:: Provided data
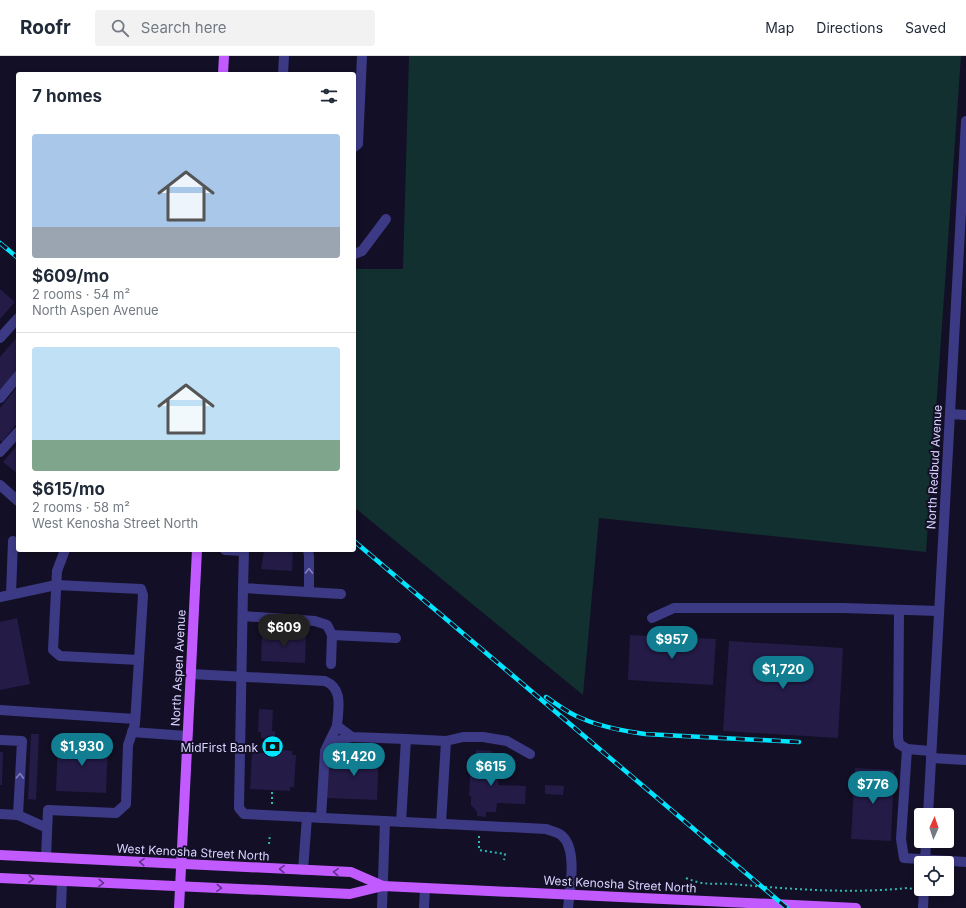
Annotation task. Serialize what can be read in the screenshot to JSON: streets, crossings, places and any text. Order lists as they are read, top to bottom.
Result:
{
  "streets": {
    "main road": ["North Aspen Avenue", "West Kenosha Street North"],
    "street": ["North Redbud Avenue"]
  },
  "crossings": [
    ["North Aspen Avenue", "West Kenosha Street North"]
  ],
  "places": {
    "bank": ["MidFirst Bank"]
  },
  "north": "top",
  "page": {
    "header": "Roofr",
    "search": "Search here",
    "nav": ["Map", "Directions", "Saved"],
    "heading": "7 homes",
    "list": [
      {
        "name": "$609/mo",
        "note": "2 rooms · 54 m² · North Aspen Avenue"
      },
      {
        "name": "$615/mo",
        "note": "2 rooms · 58 m² · West Kenosha Street North"
      }
    ],
    "price": [
      "$609",
      "$957",
      "$1,720",
      "$1,930",
      "$1,420",
      "$615",
      "$776"
    ]
  }
}
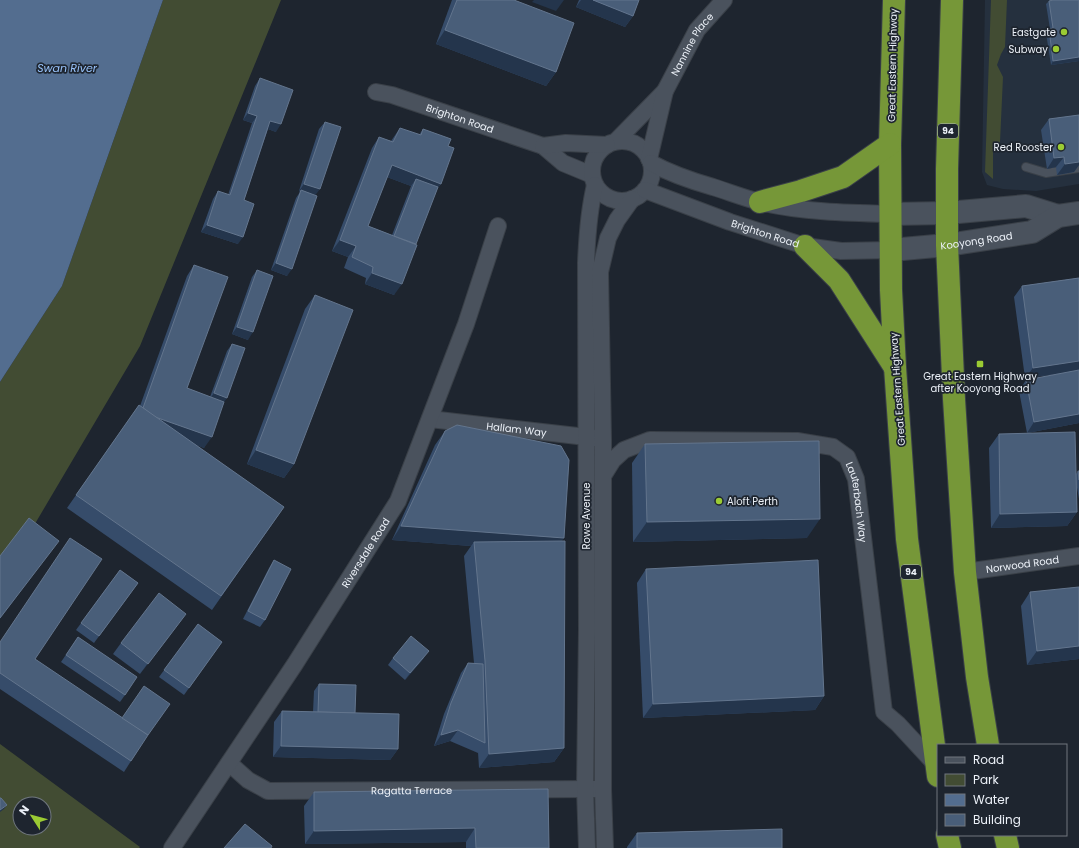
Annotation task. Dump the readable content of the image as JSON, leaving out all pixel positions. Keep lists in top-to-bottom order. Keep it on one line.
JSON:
{"streets":{"highway":["Great Eastern Highway","94"],"street":["Nannine Place","Brighton Road","Kooyong Road","Hallam Way","Lauterbach Way","Rowe Avenue","Riversdale Road","Norwood Road","Ragatta Terrace"]},"crossings":[["Nannine Place","Brighton Road"],["Nannine Place","Rowe Avenue"],["Great Eastern Highway","Brighton Road"],["Great Eastern Highway","Kooyong Road"],["Great Eastern Highway","Lauterbach Way"],["Brighton Road","Kooyong Road"],["Brighton Road","Rowe Avenue"],["94","Kooyong Road"],["94","Norwood Road"],["Hallam Way","Rowe Avenue"],["Hallam Way","Riversdale Road"],["Lauterbach Way","Rowe Avenue"],["Rowe Avenue","Ragatta Terrace"],["Riversdale Road","Ragatta Terrace"]],"water":["Swan River"],"places":{"other":["Eastgate","Subway","Red Rooster","Aloft Perth"],"transit":["Great Eastern Highway after Kooyong Road"]},"legend":["Road","Park","Water","Building"],"north":"top left"}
::::
Your task:
Every line of the material that holds "bottom" should be copied out as the answer.

Answer box:
Annotation task. Serialize what can be read in the screenshot to JSON: streets, crossings, places and any text. Order lists as they are read, top to bottom.
Annotation task. Dump the readable content of the image as JSON, leaving out all pixel positions. Keep lists in top-to-bottom order. Keep it on one line.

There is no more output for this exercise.